The authors built similar models for Worthwhile+ and Unwise responses.
In total, the authors built 513 models, three for each of the 171 descriptive questions.

3.4 Comparison of Questions

Then for each theme, the authors see how the prominent questions in ING compare against the prominent questions at Microsoft.
First, the authors ran word counts on the questions from both the companies presenting a text-based comparison to identify broad differences.
Further, the first two authors manually analyzed top 100 essential questions from the two companies in detail.
The authors drew affinity diagrams using Microsoft questions and appended related questions from ING to it.
Analyses of the three clusters and the frequency distribution of questions (in addition to the previous three analyses) present insights into their research question.

4 RESULTS

The original Microsoft study came up with 145 questions that software engineers want data scientists to answer.
Replicating the original study at ING, the authors identified 171 data science questions.
This section presents a comparison of the two sets of questions based on category, type of questions within categories, top-rated questions, bottom-rated questions, and questions relevant for different demographics.
Next, the authors compare the questions from the two companies using word count and affinity diagrams to answer their research question.

4.1 Categories

The authors noticed that some of their categories directly match the Microsoft study.
Other categories, however, can be mapped to one or more categories of the Microsoft study.
No new emergent category in their study indicates that broadly there are no differences between the questions for a software-defined enterprise from a software company.
Next, the authors explore the essential questions at ING and their distinguishing link to the questions from the Microsoft study.

4.1.3 Development Best Practices (BEST)

This category emphasized best (or worst) development practices relating to technology selection, effectiveness, and choice of tools.
Questions here ranged from automated test data generation, on-demand provisioning of test environments, testing of high volumes, to question like "should the authors let loose Chaos Monkey" [35] [5].
Notably, questions relating to development trade-offs such as backward compatibility or the impact of testing in production appeared in the Microsoft study but not ours.

4.2 Top-Rated Questions

Interestingly, only two out of the top 15 "Essential" questions were a part of the top 10 "Worthwhile or higher" questions and none vice-versa.
The authors also noticed that in their study topics like the effects of automated continuous delivery pipeline popped up which were not seen in the Microsoft study.
This suggests that for Microsoft customer benefit is most important or perhaps one of the most important question.
Overall, it seems that Microsoft has a big focus on customer while ING emphasizes on the engineering team itself.
Finally, seven questions in the Microsoft study (marked with the icon ⋆) were about qualityrelated issues (same as ours with eleven questions).

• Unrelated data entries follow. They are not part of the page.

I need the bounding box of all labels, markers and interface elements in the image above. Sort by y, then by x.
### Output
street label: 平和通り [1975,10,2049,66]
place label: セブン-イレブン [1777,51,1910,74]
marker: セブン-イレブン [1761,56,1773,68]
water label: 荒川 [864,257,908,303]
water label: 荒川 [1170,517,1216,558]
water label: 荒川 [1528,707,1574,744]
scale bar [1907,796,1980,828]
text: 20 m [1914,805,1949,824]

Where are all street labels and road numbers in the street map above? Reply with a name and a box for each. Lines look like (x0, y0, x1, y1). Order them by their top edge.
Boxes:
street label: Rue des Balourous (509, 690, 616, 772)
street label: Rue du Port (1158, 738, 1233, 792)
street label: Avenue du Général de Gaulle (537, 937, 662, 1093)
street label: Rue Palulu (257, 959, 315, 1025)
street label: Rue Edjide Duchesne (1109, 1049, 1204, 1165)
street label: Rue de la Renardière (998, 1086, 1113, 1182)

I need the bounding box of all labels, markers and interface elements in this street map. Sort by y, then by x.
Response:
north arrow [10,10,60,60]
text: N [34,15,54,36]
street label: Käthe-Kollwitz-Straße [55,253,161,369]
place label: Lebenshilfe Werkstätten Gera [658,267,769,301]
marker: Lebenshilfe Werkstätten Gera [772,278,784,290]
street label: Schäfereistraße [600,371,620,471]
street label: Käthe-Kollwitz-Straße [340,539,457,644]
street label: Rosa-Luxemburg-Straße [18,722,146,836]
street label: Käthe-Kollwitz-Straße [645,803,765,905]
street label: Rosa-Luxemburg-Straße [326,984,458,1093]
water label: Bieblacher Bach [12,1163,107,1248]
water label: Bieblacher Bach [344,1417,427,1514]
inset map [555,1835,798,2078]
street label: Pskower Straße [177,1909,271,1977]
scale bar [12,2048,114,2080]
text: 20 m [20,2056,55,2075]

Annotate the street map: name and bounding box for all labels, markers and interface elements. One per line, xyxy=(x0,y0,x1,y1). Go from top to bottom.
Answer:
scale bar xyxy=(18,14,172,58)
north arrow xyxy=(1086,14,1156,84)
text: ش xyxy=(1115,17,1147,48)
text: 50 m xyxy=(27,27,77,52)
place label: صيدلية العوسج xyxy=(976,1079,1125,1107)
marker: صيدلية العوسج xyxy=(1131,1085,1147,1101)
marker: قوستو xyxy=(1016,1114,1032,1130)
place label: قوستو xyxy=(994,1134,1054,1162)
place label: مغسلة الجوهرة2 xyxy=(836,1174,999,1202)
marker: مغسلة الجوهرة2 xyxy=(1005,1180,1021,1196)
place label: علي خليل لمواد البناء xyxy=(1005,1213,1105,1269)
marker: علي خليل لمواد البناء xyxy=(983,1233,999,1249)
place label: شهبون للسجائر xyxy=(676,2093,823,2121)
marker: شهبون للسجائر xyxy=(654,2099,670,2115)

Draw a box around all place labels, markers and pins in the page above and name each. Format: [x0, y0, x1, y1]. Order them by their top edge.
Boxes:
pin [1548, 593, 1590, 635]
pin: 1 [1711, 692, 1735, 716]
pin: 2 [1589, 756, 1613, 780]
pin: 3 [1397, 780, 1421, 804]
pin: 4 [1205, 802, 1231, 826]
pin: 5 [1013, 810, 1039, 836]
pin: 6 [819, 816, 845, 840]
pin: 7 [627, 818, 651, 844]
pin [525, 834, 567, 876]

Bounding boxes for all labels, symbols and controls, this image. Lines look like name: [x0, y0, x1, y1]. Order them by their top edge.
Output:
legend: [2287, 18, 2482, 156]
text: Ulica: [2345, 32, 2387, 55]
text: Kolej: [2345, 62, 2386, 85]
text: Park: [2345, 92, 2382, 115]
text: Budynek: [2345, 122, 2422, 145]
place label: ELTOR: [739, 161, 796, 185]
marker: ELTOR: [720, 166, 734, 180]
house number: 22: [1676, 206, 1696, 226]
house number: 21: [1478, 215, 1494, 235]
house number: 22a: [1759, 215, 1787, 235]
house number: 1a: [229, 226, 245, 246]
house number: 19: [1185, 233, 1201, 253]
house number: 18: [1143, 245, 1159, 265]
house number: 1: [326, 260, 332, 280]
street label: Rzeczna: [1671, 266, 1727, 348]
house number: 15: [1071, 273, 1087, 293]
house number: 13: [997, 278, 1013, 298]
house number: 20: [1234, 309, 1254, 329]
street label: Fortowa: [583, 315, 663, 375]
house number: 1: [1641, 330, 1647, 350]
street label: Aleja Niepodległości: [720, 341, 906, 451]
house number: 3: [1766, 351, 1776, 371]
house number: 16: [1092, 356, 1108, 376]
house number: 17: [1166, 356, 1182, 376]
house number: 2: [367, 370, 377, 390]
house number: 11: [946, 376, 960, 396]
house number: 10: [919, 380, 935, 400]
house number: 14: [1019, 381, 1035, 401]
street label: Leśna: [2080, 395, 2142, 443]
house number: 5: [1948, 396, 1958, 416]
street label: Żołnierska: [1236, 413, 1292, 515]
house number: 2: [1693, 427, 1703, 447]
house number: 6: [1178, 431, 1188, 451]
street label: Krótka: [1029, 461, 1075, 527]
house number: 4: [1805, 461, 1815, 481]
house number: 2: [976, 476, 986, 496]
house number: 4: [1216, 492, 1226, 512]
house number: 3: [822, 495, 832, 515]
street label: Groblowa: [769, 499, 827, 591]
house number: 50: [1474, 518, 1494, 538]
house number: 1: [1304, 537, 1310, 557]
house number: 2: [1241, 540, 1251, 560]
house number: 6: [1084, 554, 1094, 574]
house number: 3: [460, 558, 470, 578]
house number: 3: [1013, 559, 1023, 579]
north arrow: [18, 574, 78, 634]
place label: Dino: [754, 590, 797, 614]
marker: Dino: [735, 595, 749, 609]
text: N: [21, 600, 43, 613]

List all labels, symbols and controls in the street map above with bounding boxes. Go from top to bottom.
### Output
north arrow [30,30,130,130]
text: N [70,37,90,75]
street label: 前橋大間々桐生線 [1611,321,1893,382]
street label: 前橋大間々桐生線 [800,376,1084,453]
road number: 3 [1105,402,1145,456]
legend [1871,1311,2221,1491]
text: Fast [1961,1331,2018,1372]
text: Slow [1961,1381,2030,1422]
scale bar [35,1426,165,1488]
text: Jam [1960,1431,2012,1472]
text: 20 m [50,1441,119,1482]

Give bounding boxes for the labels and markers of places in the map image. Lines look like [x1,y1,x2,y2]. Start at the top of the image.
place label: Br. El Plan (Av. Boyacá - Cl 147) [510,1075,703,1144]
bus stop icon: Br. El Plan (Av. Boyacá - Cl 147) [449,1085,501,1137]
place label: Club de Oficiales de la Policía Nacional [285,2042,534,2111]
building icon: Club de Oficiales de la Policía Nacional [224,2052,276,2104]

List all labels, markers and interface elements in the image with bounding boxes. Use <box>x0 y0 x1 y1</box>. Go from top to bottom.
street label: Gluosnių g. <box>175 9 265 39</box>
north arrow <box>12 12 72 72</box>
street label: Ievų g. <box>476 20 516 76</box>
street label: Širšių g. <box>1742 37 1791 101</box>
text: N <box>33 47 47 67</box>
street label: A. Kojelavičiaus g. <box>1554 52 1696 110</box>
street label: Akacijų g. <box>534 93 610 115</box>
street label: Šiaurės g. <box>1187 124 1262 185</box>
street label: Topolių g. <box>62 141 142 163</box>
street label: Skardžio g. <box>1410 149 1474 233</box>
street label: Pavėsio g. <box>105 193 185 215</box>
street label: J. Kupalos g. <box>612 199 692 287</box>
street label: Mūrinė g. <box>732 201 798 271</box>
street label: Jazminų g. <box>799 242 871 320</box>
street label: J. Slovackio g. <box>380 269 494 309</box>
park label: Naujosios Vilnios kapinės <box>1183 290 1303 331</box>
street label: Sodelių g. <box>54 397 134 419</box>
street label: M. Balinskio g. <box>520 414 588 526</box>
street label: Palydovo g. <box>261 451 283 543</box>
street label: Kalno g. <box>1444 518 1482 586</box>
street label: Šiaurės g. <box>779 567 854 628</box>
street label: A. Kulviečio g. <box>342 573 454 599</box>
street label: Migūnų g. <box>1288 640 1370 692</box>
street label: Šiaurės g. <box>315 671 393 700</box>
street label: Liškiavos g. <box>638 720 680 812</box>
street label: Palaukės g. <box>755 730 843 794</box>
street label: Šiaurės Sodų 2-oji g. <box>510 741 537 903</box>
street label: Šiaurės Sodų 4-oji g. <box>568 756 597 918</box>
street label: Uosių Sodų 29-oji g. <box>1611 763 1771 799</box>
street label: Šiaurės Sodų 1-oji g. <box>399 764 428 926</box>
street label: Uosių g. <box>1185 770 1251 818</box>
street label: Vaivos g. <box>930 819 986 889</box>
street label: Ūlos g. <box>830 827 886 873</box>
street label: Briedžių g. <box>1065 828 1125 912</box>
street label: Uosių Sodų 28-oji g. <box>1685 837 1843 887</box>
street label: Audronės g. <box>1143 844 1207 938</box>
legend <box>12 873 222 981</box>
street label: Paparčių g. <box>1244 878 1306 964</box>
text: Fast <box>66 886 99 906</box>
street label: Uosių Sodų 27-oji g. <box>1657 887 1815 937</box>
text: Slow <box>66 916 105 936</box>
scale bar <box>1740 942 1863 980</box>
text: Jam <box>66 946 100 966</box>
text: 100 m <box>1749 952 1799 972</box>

4.3 Bottom-Rated Questions

Table 6 shows the top 10 unwise questions.
The most "Unwise" question (Q27) at ING is the use of domain-specific language for use by non-experts.
This effect can be seen in their study too (two of the top ten unwise questions -Q161 and Q30 -relate to measuring the performance of individual engineers), but not nearly as strongly as in the Microsoft study.
It indicates resistance against comparing departments based on key performance indicators like the time to market.

4.4.1 Discipline.

Microsoft study showed tester as a specific discipline mainly interested in test suites, bugs, and product quality.
This can be seen in Table 7 in which overall scores relating to "Test" are low and highest for "Development".
Questions that are also in Table 5 are shown in italics.
The role "Manager" includes the responses for "Manager" and "Lead".
Testers are for example significantly interested in the testability of software code, and the quality of software related to an agile way of working and working in DevOps teams.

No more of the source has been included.